Магнит – это настоящее чудо. Как и машина, магнит заключает в себе таинственные, невидимые силы, действие которых мы наблюдаем. На самом деле магнит обладает магической силой притягивать железосодержащие материалы на расстоянии. Под его воздействием кусок железа движется сам по себе, а то, что движется само по себе, является живым – это знал еще Аристотель. Магнит оживляет железо, следовательно, оно само должно обладать живой силой. Но жизнь может дать только Бог, поэтому сам Всевышний должен был вложить эту силу в камень, как бы вдохнув в него жизнь. Стало быть, магнит является одухотворенным камнем – Всевышний дал ему жизнь.
Добрый герцог Эрнст в одноименном романе XII века вынужден бежать из Баварии из-за происков своего заклятого врага. Он отправляется в крестовый поход, который приводит его в Гриппию, где у него крадут дорожную провизию: это расценивается как грабеж, то есть как случайный грех. Напротив, то, что Эрнст возвращается в город из чистого любопытства (curiositas), чтобы восхититься богатством и техническими достижениями, считается его гордыней (superbia). Во время дальнейшего путешествия на Восток и в Аримаспу кораблю угрожает крушение у магнитной горы Магнес. Однако Бог слышит горячие молитвы людей на корабле и спасает их[63].

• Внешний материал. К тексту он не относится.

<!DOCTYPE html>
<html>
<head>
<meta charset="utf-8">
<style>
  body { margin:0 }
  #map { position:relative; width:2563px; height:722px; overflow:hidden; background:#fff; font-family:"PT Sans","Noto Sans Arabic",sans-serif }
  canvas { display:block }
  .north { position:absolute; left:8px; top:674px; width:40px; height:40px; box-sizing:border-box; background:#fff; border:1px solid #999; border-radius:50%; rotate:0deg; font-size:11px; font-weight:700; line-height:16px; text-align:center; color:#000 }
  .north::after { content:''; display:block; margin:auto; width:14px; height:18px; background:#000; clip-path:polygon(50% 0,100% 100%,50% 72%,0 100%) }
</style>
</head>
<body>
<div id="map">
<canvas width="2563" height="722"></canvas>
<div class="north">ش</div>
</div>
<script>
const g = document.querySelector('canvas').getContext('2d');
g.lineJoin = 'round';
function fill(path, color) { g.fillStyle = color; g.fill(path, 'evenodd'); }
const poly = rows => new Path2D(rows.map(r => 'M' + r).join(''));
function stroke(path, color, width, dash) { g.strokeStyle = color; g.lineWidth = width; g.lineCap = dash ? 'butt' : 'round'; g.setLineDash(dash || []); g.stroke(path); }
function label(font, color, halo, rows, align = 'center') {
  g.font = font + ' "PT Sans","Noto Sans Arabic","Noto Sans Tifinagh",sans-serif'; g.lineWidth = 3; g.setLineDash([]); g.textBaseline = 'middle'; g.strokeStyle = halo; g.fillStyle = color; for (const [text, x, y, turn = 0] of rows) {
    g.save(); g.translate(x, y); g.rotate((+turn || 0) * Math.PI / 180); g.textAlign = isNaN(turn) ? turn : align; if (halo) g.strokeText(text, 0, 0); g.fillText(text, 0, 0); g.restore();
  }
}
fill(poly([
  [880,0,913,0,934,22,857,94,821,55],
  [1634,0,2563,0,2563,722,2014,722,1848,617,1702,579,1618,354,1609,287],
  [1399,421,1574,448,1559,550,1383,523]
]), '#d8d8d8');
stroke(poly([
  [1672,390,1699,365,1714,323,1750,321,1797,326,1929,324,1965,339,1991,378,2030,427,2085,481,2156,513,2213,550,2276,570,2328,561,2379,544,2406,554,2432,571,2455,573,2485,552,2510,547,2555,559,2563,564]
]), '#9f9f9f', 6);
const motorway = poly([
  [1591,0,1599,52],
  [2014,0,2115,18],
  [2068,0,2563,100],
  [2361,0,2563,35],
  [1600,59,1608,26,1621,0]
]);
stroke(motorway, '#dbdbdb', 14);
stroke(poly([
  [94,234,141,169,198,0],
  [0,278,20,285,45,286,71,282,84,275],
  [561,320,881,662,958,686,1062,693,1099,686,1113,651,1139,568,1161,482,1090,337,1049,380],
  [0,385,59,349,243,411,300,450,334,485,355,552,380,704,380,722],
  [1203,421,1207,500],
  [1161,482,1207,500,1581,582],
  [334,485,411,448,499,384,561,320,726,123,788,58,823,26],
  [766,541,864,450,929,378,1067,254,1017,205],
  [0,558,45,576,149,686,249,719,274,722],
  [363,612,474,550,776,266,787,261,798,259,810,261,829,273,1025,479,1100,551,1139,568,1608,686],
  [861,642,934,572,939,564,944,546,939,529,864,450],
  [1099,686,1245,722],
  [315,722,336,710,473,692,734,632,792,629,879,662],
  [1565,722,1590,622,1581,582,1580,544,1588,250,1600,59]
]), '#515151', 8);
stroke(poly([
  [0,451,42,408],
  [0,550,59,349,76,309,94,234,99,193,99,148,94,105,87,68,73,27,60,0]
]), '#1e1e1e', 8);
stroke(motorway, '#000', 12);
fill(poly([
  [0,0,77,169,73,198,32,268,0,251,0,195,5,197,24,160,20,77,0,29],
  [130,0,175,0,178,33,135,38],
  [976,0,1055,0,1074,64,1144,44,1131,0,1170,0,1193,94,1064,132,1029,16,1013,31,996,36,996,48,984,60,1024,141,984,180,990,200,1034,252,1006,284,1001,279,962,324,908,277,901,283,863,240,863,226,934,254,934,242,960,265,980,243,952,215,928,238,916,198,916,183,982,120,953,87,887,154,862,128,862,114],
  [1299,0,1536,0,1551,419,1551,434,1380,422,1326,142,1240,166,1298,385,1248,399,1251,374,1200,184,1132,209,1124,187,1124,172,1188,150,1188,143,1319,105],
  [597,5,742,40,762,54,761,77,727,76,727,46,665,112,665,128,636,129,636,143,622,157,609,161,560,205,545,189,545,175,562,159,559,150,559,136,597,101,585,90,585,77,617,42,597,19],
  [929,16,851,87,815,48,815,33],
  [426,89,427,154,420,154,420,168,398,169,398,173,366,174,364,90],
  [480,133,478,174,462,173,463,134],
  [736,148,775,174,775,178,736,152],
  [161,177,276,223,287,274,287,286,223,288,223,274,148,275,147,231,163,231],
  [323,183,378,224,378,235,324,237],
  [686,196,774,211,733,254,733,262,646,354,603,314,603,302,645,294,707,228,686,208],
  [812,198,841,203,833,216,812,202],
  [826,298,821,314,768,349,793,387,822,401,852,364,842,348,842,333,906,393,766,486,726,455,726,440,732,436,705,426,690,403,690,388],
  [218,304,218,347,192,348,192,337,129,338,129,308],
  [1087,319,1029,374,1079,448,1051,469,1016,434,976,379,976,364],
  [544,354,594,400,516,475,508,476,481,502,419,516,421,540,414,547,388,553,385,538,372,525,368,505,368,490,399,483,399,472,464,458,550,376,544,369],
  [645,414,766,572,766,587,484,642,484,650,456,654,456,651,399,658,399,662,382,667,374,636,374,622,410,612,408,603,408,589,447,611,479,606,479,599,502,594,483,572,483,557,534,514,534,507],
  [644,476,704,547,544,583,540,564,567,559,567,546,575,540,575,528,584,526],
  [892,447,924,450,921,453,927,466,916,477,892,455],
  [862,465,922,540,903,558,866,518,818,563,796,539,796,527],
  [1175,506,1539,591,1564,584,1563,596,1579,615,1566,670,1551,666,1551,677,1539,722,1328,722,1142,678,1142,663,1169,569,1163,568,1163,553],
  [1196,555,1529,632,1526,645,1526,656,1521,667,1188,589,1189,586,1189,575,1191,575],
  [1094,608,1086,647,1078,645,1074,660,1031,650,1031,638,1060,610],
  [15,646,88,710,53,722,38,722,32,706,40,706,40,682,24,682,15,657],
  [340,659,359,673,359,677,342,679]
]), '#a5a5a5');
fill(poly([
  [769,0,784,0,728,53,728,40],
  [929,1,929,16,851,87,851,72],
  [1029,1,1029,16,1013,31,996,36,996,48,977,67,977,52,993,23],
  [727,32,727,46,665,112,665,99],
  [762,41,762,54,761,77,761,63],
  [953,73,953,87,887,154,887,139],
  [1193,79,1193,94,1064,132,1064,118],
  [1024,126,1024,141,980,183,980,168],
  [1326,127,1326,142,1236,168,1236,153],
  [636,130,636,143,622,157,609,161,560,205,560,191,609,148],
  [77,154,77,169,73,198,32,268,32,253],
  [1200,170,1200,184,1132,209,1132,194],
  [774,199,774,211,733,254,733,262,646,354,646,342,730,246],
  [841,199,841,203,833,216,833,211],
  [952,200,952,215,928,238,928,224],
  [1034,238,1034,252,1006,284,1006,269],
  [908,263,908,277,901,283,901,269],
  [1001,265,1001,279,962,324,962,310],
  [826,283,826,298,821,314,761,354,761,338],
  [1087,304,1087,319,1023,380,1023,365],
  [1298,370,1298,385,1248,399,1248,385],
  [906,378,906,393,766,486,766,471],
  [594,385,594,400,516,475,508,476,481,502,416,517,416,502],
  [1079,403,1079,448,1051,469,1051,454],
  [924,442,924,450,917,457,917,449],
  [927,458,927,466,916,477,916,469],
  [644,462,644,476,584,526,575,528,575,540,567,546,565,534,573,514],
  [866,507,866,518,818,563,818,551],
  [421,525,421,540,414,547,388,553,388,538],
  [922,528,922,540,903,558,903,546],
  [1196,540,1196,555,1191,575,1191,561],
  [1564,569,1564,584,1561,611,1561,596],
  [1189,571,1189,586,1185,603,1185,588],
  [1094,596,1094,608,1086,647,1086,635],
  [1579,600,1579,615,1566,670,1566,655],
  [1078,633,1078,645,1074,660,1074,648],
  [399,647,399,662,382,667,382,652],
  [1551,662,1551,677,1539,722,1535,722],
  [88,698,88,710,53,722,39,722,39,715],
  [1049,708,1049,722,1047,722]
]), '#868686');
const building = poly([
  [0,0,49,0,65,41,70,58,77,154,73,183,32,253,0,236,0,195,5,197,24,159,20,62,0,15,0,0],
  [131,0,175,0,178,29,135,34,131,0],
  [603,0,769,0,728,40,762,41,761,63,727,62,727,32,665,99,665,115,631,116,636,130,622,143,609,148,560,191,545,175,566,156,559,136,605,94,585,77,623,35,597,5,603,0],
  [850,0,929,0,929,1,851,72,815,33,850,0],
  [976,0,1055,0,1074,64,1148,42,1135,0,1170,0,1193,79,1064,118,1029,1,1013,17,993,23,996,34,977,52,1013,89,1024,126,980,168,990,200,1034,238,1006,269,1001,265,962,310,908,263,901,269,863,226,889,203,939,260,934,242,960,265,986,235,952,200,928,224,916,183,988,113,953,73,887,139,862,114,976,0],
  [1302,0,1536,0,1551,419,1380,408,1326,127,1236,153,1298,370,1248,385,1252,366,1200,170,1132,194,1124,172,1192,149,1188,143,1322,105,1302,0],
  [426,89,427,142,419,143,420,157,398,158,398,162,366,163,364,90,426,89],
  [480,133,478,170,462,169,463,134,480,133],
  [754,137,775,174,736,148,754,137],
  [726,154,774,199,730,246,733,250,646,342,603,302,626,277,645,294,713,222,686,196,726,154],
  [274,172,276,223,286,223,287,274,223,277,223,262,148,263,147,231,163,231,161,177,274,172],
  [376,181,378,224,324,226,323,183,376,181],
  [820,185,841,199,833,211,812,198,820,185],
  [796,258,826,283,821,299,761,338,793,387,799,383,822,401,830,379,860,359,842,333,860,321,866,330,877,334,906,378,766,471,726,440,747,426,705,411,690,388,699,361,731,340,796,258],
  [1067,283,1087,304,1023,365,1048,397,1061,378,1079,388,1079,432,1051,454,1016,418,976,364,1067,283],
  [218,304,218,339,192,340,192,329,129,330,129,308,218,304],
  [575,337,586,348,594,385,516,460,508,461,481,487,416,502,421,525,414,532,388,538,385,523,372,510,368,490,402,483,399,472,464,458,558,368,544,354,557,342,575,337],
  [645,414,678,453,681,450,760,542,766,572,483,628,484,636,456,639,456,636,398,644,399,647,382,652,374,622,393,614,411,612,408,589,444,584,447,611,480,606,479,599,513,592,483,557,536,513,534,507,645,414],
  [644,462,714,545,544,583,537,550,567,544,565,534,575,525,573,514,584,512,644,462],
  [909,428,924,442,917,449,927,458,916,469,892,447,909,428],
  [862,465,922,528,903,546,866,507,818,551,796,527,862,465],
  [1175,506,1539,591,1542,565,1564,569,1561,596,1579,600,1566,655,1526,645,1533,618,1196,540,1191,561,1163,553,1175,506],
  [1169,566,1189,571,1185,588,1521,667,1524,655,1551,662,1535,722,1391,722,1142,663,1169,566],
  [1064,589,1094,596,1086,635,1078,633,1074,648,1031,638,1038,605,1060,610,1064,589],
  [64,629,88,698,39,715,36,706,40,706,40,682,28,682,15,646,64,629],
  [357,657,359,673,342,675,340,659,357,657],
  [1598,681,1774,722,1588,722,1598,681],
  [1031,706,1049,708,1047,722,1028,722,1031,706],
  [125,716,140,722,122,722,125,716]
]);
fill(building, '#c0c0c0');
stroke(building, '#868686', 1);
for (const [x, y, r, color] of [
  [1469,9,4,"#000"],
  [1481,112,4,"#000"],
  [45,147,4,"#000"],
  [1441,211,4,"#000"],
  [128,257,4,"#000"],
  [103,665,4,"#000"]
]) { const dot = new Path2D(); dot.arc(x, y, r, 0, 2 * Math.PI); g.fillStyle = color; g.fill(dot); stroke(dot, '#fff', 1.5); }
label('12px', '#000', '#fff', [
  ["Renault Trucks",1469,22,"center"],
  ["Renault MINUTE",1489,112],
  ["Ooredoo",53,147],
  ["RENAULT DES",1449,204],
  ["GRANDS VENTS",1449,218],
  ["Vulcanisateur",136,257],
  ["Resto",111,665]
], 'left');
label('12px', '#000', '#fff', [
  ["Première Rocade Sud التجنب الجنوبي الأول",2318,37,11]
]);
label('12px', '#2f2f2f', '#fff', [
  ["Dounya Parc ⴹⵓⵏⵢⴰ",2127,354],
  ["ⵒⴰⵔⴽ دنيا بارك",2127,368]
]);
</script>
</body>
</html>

Кабинет редкостей Ферранте Императо (1599)
Богатство, техника и вмешательство Бога названы в тексте wünder не только потому, что они необычны и необъяснимы, но и потому, что им присуща великая сила искушения – как во благо, так и во зло. К тому же с конца XII века было известно, что магнит может не только притягивать металлические предметы, но и выравнивать железные опилки. Давать жизнь на расстоянии и одновременно создавать порядок – возможен ли более подходящий образ для силы Бога и князя? Известно, что южноитальянские поэты воспевали Фридриха II как императора, который правит и поддерживает порядок в своей империи, подобно магниту.
В начале XIII века этот же император из династии Гогенштауфенов приказал отстроить разрушенный византийцами город Лучера и переселить в него 20 тысяч сарацин, живших на Сицилии. Лучера находится в современной Апулии, недалеко от Фоджи, а в то время – на границе папской сферы влияния. Фридрих надеялся использовать превосходные знания арабов для победы над своим заклятым врагом, папой Иннокентием IV. Остальной христианский мир не мог этого допустить. Войско под руководством Карла I Анжуйского двинулось в южную Италию, осадило Лучеру и отвоевало ее в 1269 году. В 1300 году его сын приказал уничтожить тысячи оставшихся мусульман, а перед тем обобрал их до нитки.
В лагере осаждавших был необычный молодой человек, которого все называли только Petrus Peregrinus – Петр Пилигрим. Вместо того чтобы с нетерпением ждать осады, Петр удалился в свою палатку и написал длинное послание своему другу, рыцарю Сигеру де Фукокуру. На основе экспериментов, писал он, можно заключить, что небесная сфера – это не что иное, как гигантский магнитный камень. Между малым и большим магнитом существуют аналогия и соответствие: каждый магнитный камень – это как бы маленький небесный свод; в то же время космос передает свою силу магнитным камням, что проявляется в том, что полюса магнита совпадают с полюсами небесных тел[64].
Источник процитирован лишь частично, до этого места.